Kim Davies stripped out all features great and small at the Grade Two* listed Llanwenarth House at Govilon after buying it in 2007, a court was told.

At one point he defied an injunction brought by Brecon Beacons National Park Authority to stop work that required listed building planning consent, and avoided its officers' attempts to interview him about what was going on.

He also refused them entry, on one occasion locking the gate despite the presence of police officers.

The park authority had been alerted by anonymous complaints. When Davies finally relented in August 2012, they found a house fundamentally changed in character externally and internally.
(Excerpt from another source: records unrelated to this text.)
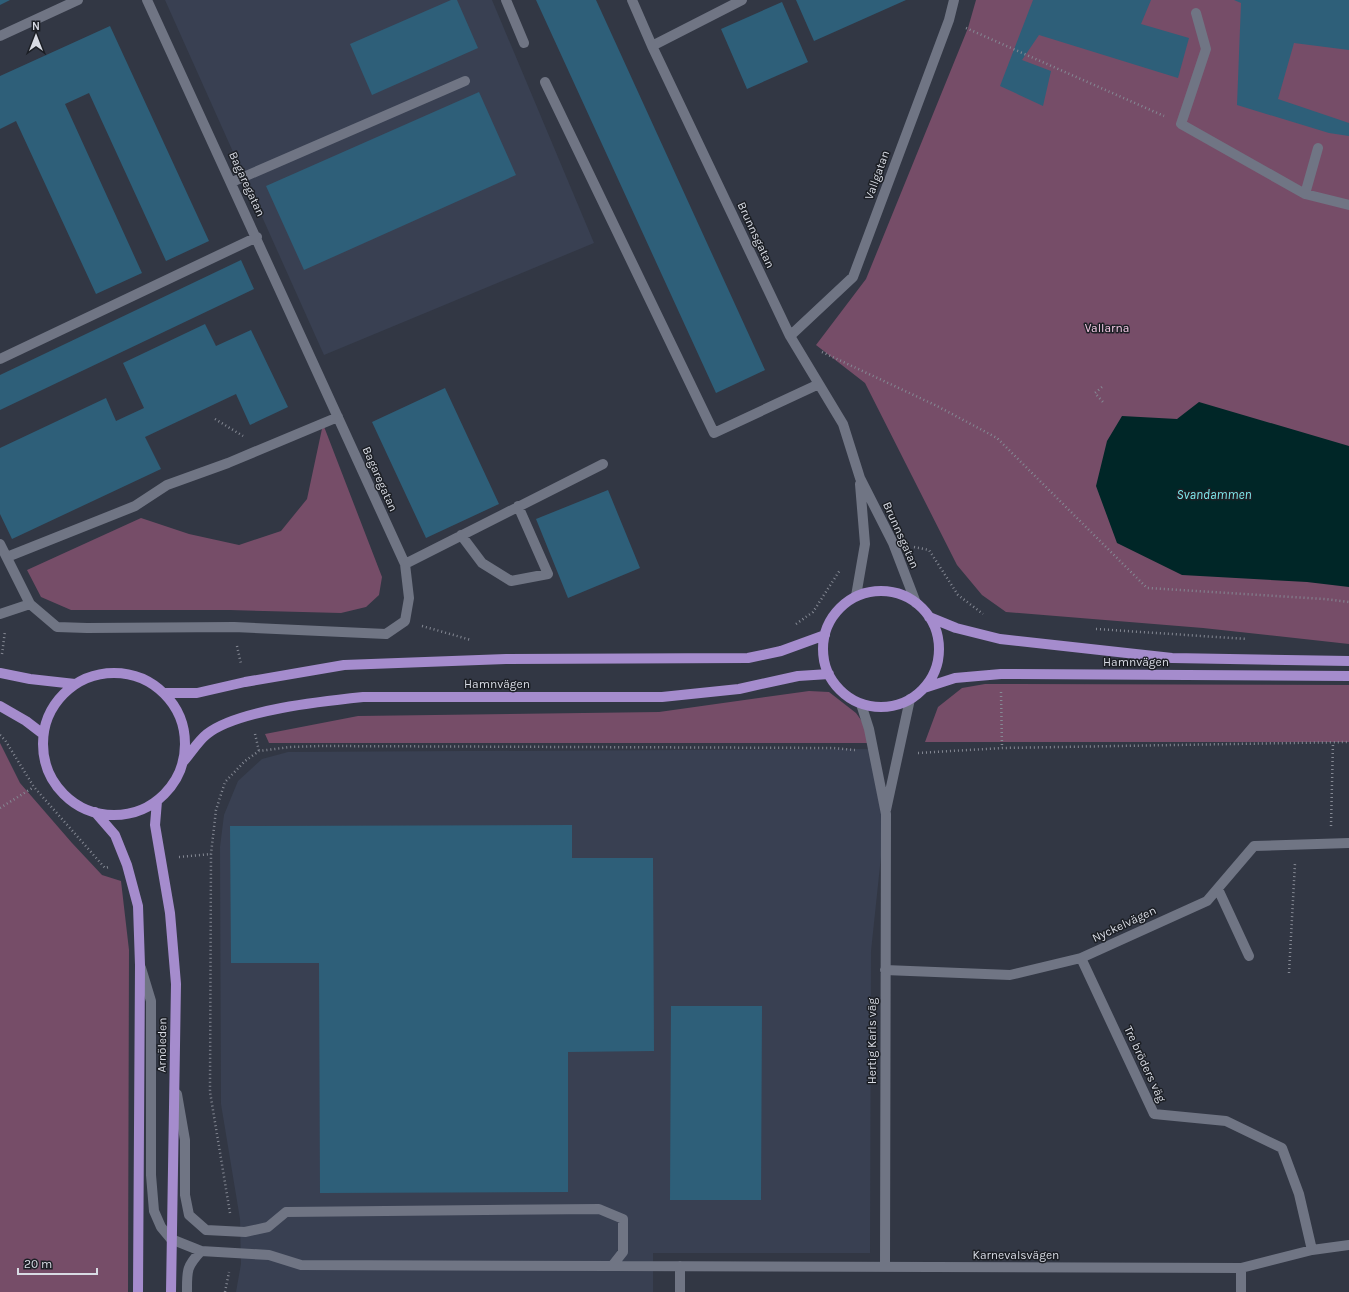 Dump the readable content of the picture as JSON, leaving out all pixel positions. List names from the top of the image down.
{
  "streets": {
    "main road": ["Hamnvägen", "Arnöleden"],
    "street": [
      "Vallgatan",
      "Bagaregatan",
      "Brunnsgatan",
      "Nyckelvägen",
      "Hertig Karls väg",
      "Tre bröders väg",
      "Karnevalsvägen"
    ]
  },
  "crossings": [
    ["Vallgatan", "Brunnsgatan"],
    ["Brunnsgatan", "Hamnvägen"],
    ["Brunnsgatan", "Hertig Karls väg"],
    ["Hamnvägen", "Hertig Karls väg"],
    ["Hamnvägen", "Arnöleden"],
    ["Nyckelvägen", "Hertig Karls väg"],
    ["Nyckelvägen", "Tre bröders väg"],
    ["Hertig Karls väg", "Karnevalsvägen"],
    ["Tre bröders väg", "Karnevalsvägen"]
  ],
  "water": ["Svandammen"],
  "parks": ["Vallarna"],
  "scale_bar": "20 m",
  "north": "top"
}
Built in the mid-16th Century, Llanwenarth House was listed in 1956, its status putting it among the top nine per cent of historically important buildings in Wales.

It is believed that Irish composer Cecil Alexander was inspired to pen the lyrics to All Things Bright and Beautiful during or following a visit in the 1840s.

But under Davies' orders, windows and external doors had been removed and replaced with inappropriate alternatives, and its largely Regency-era interior had been stripped out and replaced in mainly mock-Tudor style.

A herring-bone patterned parquet floor, wall and ceiling friezes, period skirting boards, dado rails and other features had been removed, a pointed Gothic arch rounded off, and ceiling spotlights installed.

Mock Tudor doors, frames and panelling proliferated upstairs and down, and a mosaic-tiled double jacuzzi had been fitted.

A metal staircase had been fitted in the coach house, and cobblestones in the courtyard were replaced.

Headstones from an old Rhymney graveyard owned by Davies - one commemorating three children - were used to decorate interior walls.

Davies, aged 60, who lives at the house, previously pleaded guilty to five offences under the Planning (Listed Buildings and Conservation Areas) Act 1990.

A previous hearing was told by Michael Davies, an architect specialising in building conservation, that in 25 years of working with historic buildings he had not seen a worse example of serious damage to the integrity of a listed property.

Judge Daniel Williams however, told Kim Davies "it would not take a specialist to look at what you have done to that house and to conclude that it was criminal."

He said the most serious of the charges referred to the stripping out of the interior, including a fundamental reworking of the entrance hall.

Judge Williams said that part of the house had been "butchered" and Davies had turned the interior "into something comparable to the hidden palace of an Iron Curtain dictator."

Defending Davies, George Carter-Stephenson QC argued that the quality of the work that had been done was not at issue, but rather that it changed the character and history.

Judge Williams said it was about the "vandalism of the features you removed, rather than what you replaced them with."

Judge Williams fined Davies £60,000 for the five offences, to be paid by September 15, and warned that if the fine was not paid by then, a 20-month prison sentence would follow.

Davies was also ordered to pay £240,000 towards prosecution costs.